Collected data
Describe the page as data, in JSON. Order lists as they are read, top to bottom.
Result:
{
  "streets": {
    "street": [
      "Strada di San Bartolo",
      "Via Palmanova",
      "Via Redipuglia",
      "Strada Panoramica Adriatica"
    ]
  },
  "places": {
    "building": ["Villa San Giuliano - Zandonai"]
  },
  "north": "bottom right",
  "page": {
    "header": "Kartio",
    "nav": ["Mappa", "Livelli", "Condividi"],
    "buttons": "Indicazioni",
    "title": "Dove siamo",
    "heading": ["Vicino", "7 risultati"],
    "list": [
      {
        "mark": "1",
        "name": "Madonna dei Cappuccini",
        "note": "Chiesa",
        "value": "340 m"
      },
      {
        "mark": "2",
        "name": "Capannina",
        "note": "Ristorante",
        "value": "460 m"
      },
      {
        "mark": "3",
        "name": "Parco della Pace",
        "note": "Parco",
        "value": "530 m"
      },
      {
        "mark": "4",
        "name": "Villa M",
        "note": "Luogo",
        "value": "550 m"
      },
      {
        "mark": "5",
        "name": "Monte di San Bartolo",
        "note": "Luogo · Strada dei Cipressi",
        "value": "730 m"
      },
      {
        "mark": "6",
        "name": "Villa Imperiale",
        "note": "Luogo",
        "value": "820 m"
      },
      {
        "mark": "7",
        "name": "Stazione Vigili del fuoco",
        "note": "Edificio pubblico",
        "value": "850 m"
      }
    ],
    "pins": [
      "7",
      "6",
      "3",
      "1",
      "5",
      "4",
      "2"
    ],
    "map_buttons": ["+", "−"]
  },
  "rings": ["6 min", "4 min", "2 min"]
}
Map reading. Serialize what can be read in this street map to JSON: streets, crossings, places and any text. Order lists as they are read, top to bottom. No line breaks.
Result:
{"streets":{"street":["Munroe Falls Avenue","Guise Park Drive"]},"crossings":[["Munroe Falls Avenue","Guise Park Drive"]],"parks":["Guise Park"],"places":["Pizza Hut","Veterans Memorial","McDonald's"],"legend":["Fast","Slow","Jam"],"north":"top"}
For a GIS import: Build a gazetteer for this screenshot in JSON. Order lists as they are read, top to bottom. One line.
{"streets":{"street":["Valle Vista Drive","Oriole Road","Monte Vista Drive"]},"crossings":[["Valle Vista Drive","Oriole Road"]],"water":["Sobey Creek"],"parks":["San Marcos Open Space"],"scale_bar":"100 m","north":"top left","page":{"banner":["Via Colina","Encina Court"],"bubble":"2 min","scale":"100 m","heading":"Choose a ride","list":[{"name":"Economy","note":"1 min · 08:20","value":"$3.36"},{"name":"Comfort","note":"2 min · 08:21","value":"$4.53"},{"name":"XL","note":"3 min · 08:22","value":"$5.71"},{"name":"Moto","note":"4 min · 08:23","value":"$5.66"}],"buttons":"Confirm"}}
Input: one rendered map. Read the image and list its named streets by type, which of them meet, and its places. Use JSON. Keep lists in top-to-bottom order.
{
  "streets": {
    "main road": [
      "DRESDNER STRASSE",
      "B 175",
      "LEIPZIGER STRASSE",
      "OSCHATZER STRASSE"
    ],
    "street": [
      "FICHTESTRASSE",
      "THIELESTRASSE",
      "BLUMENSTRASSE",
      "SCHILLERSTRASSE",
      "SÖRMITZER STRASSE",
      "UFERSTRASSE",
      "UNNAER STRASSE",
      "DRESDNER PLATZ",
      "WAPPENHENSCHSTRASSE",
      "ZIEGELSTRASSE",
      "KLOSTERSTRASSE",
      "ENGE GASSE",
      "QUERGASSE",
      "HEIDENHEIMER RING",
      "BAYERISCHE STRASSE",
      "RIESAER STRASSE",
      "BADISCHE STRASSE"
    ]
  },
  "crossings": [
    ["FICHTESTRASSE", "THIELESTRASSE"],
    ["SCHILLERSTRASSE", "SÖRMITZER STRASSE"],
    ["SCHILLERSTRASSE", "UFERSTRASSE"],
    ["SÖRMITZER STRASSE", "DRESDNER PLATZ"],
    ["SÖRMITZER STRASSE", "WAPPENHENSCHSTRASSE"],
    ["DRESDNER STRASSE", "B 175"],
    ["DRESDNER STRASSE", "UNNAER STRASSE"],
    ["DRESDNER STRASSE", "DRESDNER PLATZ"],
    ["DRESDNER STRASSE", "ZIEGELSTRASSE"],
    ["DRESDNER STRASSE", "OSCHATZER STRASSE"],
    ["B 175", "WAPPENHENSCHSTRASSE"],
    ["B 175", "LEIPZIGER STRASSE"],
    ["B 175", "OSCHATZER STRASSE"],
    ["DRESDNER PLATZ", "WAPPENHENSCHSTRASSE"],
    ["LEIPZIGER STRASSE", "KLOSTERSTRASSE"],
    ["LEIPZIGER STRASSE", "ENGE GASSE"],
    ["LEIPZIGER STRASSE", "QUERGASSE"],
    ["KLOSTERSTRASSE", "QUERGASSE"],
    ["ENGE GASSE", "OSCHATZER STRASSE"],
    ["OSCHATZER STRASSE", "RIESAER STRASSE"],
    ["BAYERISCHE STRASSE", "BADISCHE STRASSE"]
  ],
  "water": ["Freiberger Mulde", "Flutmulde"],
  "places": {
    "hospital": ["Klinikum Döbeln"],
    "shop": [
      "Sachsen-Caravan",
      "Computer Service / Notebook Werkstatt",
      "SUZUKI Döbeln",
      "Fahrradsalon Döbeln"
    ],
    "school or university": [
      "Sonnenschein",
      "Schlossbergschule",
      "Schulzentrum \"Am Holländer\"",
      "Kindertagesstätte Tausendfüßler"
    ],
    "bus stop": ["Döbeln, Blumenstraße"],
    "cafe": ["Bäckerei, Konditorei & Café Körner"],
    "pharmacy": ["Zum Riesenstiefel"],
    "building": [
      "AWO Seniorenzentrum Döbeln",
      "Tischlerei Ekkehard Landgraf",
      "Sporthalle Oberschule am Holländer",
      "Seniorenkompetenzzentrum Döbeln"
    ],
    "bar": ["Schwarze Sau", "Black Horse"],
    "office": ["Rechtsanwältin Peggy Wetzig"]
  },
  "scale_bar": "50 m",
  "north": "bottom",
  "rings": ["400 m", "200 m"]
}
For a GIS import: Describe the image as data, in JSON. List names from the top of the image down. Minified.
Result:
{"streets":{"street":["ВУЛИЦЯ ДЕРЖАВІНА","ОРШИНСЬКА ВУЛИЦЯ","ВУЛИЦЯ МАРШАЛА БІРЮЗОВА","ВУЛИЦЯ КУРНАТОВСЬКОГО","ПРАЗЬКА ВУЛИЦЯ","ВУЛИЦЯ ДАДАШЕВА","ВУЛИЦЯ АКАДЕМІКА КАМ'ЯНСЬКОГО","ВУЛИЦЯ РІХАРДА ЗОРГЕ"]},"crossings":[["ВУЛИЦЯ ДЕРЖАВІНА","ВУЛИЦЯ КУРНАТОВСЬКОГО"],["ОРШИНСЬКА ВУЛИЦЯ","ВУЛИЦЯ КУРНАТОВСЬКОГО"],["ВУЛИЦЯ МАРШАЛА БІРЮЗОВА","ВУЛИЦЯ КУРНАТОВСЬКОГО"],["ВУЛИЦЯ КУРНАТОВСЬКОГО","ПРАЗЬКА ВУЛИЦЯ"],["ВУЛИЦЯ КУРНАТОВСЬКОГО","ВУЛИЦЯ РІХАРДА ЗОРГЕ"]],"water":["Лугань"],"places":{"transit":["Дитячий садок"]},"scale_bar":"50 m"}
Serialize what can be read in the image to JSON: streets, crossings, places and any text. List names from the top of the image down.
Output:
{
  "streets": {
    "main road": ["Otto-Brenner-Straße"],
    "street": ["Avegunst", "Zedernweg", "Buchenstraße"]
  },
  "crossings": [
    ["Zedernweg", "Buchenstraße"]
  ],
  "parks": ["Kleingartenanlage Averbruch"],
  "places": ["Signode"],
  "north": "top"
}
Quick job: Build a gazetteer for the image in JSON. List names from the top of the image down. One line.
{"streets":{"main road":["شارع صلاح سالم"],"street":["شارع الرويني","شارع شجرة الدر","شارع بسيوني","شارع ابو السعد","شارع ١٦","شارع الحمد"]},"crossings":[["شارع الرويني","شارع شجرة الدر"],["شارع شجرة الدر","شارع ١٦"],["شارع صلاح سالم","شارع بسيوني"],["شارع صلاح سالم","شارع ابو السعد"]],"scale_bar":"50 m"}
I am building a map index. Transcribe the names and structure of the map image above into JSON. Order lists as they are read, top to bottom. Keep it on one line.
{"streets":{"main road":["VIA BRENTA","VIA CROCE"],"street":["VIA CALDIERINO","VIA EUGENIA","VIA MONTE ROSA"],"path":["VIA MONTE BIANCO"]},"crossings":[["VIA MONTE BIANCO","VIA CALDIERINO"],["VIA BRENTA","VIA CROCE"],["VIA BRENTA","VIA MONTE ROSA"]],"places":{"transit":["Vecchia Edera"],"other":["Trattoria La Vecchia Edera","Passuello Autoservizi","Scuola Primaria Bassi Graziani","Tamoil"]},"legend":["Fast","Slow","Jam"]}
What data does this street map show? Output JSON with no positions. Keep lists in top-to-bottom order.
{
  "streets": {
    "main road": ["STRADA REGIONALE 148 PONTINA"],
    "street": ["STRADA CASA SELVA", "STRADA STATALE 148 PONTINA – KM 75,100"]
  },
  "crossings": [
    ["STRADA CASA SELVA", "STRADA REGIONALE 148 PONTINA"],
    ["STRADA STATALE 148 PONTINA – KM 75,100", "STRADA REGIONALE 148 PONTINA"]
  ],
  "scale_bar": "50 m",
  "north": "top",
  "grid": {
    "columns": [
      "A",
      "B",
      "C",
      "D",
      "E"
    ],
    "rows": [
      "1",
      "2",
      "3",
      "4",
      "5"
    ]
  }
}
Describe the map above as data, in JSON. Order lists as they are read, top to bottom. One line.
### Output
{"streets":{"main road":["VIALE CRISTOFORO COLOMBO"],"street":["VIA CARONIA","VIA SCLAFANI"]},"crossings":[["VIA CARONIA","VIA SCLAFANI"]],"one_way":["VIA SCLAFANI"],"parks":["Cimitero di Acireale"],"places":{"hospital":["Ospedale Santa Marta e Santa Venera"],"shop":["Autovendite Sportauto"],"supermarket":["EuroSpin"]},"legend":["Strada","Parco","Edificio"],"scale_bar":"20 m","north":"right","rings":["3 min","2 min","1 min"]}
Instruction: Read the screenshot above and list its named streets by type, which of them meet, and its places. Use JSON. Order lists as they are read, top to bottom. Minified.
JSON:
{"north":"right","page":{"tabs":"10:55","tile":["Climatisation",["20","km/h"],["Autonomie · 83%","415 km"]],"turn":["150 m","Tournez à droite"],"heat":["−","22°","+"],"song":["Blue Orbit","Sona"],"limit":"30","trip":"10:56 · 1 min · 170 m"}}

_PROBLEM STATEMENT_.
Say how many lines in the records contain the string "Serialize". No other text is needed.

_TASK RESPONSE_.
2